At the same time I have been competing and practicing left handed so I can rest the right. Where possible I have been doing all the specific exercises I have explained in the wrist and ankle articles. What I have since learnt is the practical implementation of protection for my wrist. I learnt that tendons, ligaments and bursae are not like muscles. They do not like being stretched much at all. They don’t like being pushed. So it is most important to simply let them heal in their own time using the best range of movement you can get. Don’t push to the point of pain and definitely don’t do this with weight on it.

The reason I still kept active is to feed these structures with nutrients and flush out waste. I have no proof but we do know they don’t get a direct blood supply. Biology teaches you that blood is not the only way cells get fed, normal movement is expected for many cells to get their needs met. This is why I think active recovery is so important. There is a lot of research to back it up. My challenge was understanding the practical implications.

The water bottle I used as a weight while shadowing tennis in a Tai Chi style was excellent. I was able to explore the injury more deeply and found lots of weakness, particularly in one finger that needed addressing. I could do this gently without hurting the tendon itself. I have to say though that it has been a journey of learning when to ignore pain or use it as a guide and when to listen to the pain and not push. Many things have hurt but have helped the healing process. The weight training particularly as well as the movements to regain my lost movement. That is the biggest reason it has been so hard to know when to push and when not to. I just couldn’t find anything practical to guide me through this. I had to learn for myself. I tried different wrist braces but none helped. They aren’t designed for this particular injury. So I was on my own.

The value of recovery has also become extra clear. I understand it for muscle growth but it has now become part of my game. I am starting to focus on using my mind to gain an advantage instead of using more power or at least trying so hard. because I can see that the trying breaks down my body. That is fine but I need to give my body enough time to recover from that trying. Now that I am competing and doing so much more elsewhere I need to find the balance where my body can properly recover.

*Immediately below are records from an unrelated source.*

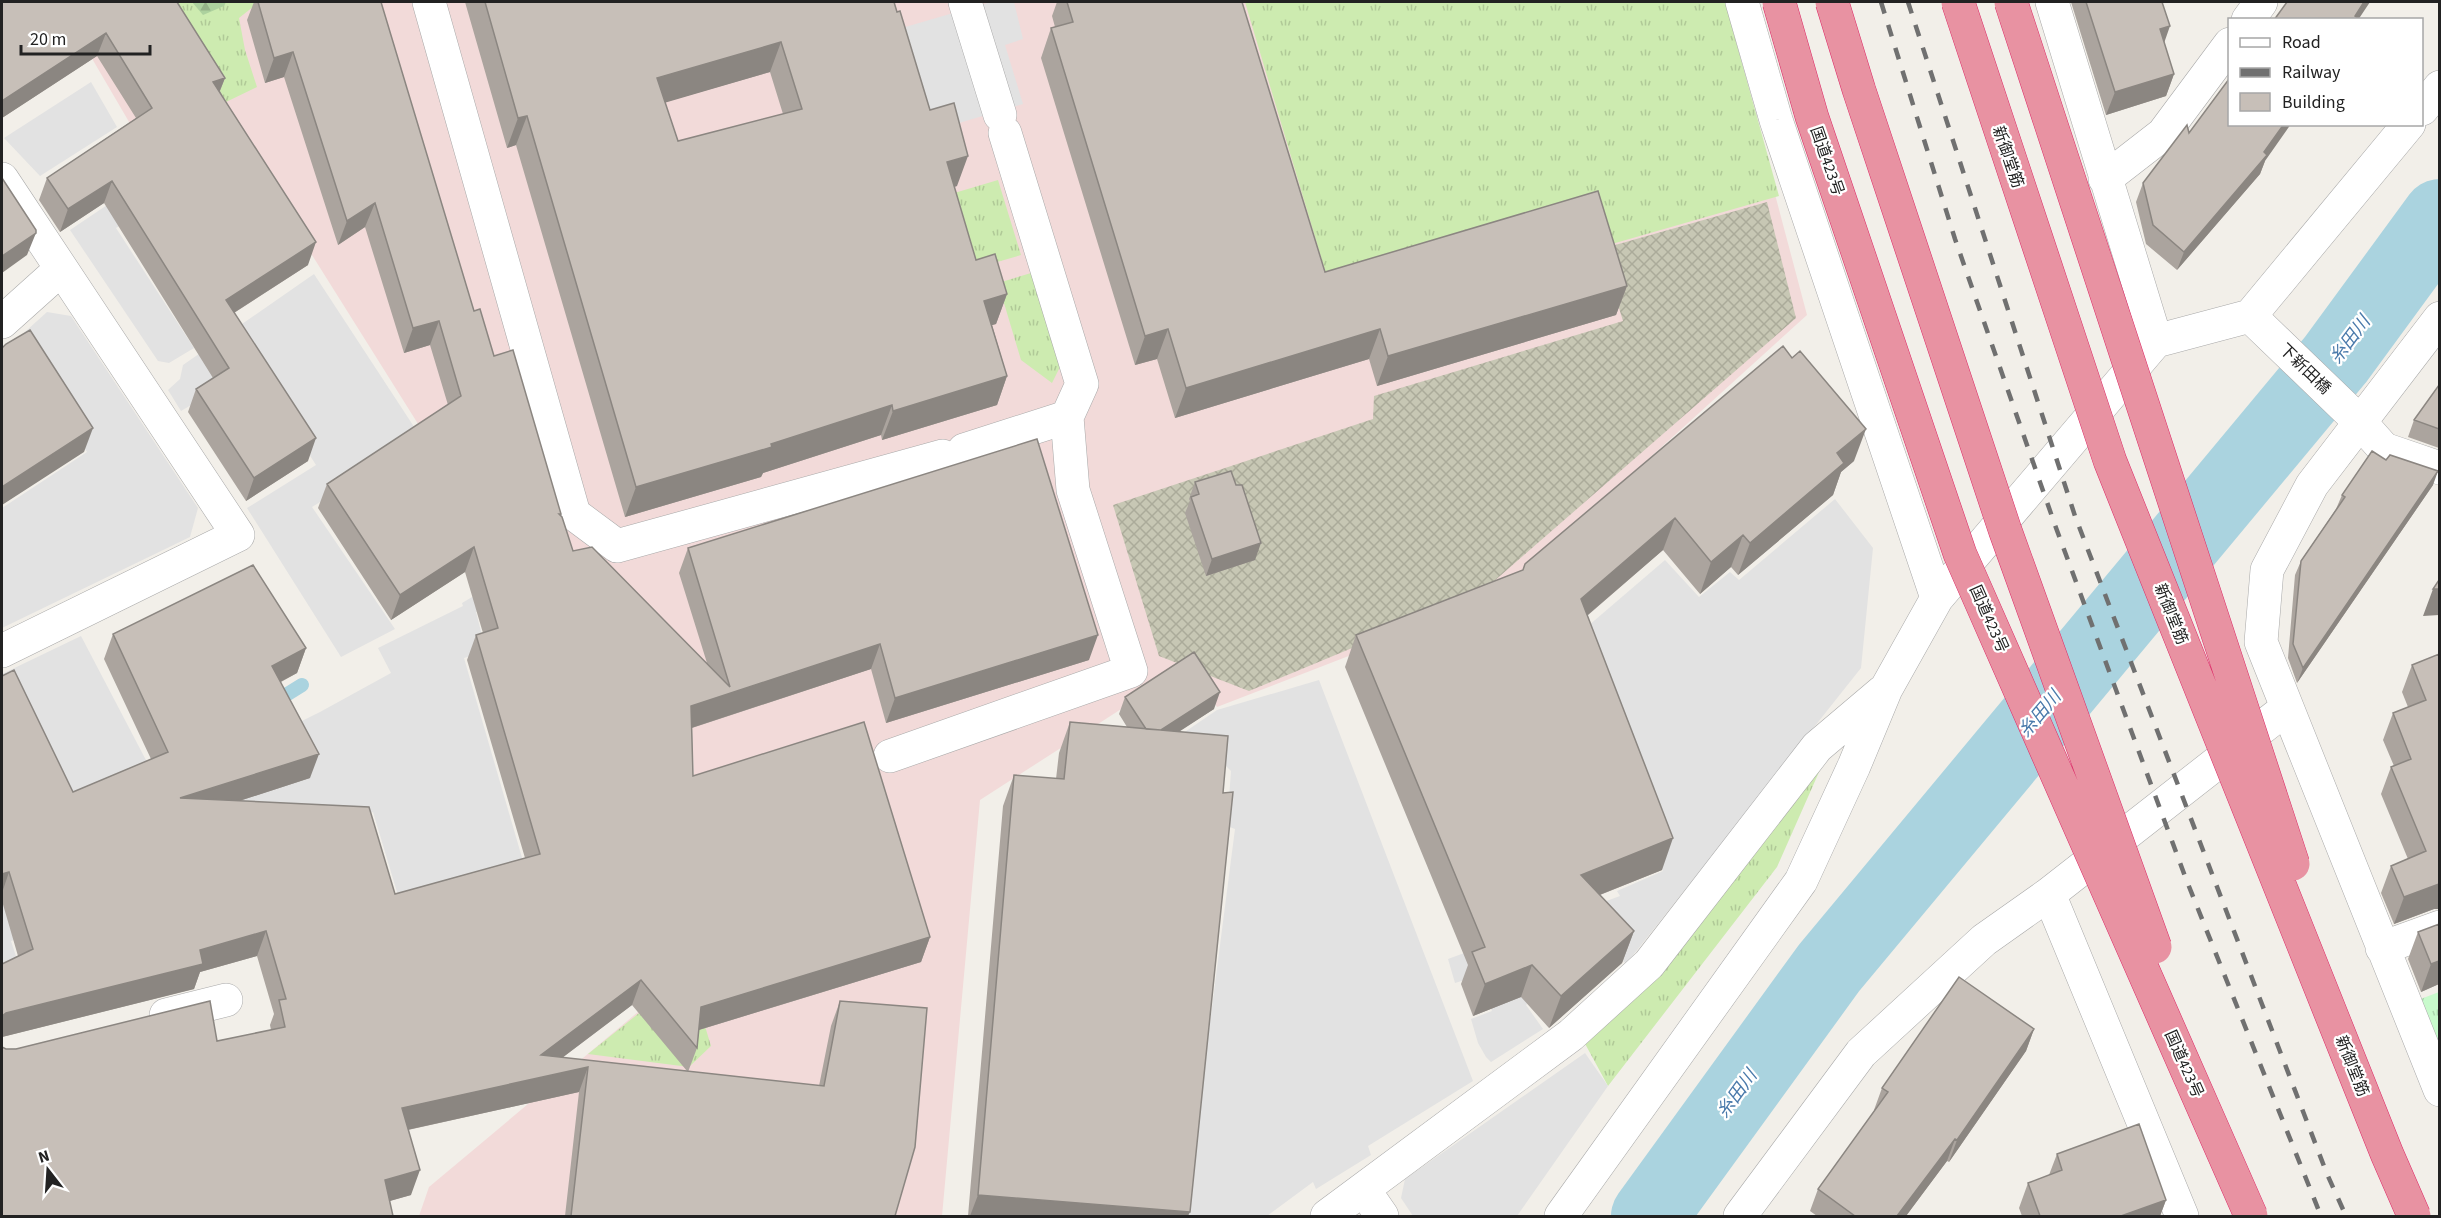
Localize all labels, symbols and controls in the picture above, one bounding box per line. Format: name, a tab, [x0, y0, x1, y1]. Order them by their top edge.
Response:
scale bar	[21, 18, 150, 56]
legend	[2228, 18, 2423, 126]
text: 20 m	[30, 27, 66, 52]
text: Road	[2282, 30, 2321, 55]
text: Railway	[2282, 60, 2341, 85]
text: Building	[2282, 90, 2345, 115]
street label: 国道423号	[1805, 123, 1849, 199]
street label: 新御堂筋	[1987, 123, 2029, 191]
water label: 糸田川	[2324, 309, 2377, 369]
street label: 下新田橋	[2274, 339, 2336, 399]
street label: 新御堂筋	[2149, 580, 2193, 648]
street label: 国道423号	[1964, 582, 2014, 656]
water label: 糸田川	[2013, 684, 2068, 743]
street label: 国道423号	[2159, 1027, 2209, 1101]
street label: 新御堂筋	[2330, 1032, 2374, 1100]
water label: 糸田川	[1711, 1063, 1764, 1123]
north arrow	[18, 1140, 78, 1200]
text: N	[36, 1145, 52, 1169]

The nice thing is that this is helping me understand what my ankle needs. I don’t take weeks off to let it recover because it hasn’t helped when I have done that. It seems to be a recovery and protection issue. I am considering an ankle support. I should have got one a long time ago but I was confused because I have heard they can make you dependent on them. Andy Murray atleast never seems to be without both ankles strapped but then I’m starting to wonder if that reflects his tendency to overwork. What I need to find is a way to rest them more. My right ankle is fine with what I do so it isn’t too much I think it is just too much too soon for my left ankle. The problem is that I never know when I might suddenly not play since I have to look after my son when he is ill or the weather might turn bad. That often means I have to build up to playing again. The unpredictability makes it hard to plan so I just prefer to play any chance I get.

Thankfully the ankle is basically healed. I don’t think of it at all when I play anymore and my footwork is really good these days. I just need to learn how to take it that final step to full health.

I didn’t mean for this to be such a long article but it has been along time since I talked about my injuries. I have learnt a lot so I wanted to share. I hope this helps you. I would certainly like to hear from others in the same situation and particularly anyone who can help.